Failing Requests to Fetch Source from a Facebook Page

I have a simple Flask app that extracts post and profile id from the source code of a Facebook page. User enters the FB post's URL to input box, application makes a request to facebook to fetch the source, then process it with beautifulsoup. The rest is handled locally by regex.

def extract_post_link_from_posts(self, link):
        link = link.replace("m.f", "www.f")
        res = requests.get(link, headers = self.headers)
        soup_data = BeautifulSoup(res.text, 'html.parser')

        match = re.search(self.link_pattern, soup_data.prettify())
        if match:
            link = match.group()

            link2 = link.strip('link href=').strip('"').split('/')

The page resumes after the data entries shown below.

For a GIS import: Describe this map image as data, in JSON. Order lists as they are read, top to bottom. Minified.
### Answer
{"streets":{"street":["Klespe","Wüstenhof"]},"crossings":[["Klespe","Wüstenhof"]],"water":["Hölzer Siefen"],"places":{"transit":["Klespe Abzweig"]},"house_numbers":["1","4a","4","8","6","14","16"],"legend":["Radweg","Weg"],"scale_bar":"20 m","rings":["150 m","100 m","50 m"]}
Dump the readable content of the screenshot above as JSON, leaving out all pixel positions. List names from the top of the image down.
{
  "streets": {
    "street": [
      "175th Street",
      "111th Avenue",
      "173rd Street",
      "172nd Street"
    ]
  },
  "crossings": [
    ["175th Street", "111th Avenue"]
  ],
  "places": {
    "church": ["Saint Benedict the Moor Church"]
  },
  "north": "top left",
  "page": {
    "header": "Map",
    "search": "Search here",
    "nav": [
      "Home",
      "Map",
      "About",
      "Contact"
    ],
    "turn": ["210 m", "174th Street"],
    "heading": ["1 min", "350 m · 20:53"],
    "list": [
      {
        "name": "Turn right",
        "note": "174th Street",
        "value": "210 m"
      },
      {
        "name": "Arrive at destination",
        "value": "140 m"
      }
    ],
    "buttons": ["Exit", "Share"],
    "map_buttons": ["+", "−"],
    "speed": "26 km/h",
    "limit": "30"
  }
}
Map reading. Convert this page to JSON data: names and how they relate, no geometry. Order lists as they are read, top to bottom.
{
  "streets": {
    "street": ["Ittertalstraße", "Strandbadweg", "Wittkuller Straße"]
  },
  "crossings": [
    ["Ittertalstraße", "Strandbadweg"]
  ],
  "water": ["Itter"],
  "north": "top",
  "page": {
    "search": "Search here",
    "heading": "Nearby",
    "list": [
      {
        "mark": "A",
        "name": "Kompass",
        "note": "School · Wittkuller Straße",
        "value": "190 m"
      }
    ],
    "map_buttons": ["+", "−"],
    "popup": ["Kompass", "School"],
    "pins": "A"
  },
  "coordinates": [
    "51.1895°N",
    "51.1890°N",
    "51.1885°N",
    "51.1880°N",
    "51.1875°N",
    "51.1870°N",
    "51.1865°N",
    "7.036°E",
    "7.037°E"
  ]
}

            link3 = 'https://www.facebook.com/{}/posts/{}/'.format(link2[3],link2[6])
            result = link3
        return result

This is the function. When I use it locally on my PC it works just great. However, when I try to use it on my Pythonanywhere website, the request fails and requests.get only returns page source of login page. I use headers as you can see. I tried several things but can't get it to work.

ulassahillioglu | 7 posts | July 9, 2023, 8:50 p.m. | permalink

What do you see in your logs?

nkahr | 219 posts | PythonAnywhere staff | July 10, 2023, 2:39 p.m. | permalink

I see nothing in the logs, because it does not return an error. I have try-except blocks and the function returns "local variable 'result' referenced before assignment". Nothing in the error log. I tried creating json file for each response and I see that the response is HTML code of login page. It cannot make requests even if the post is public.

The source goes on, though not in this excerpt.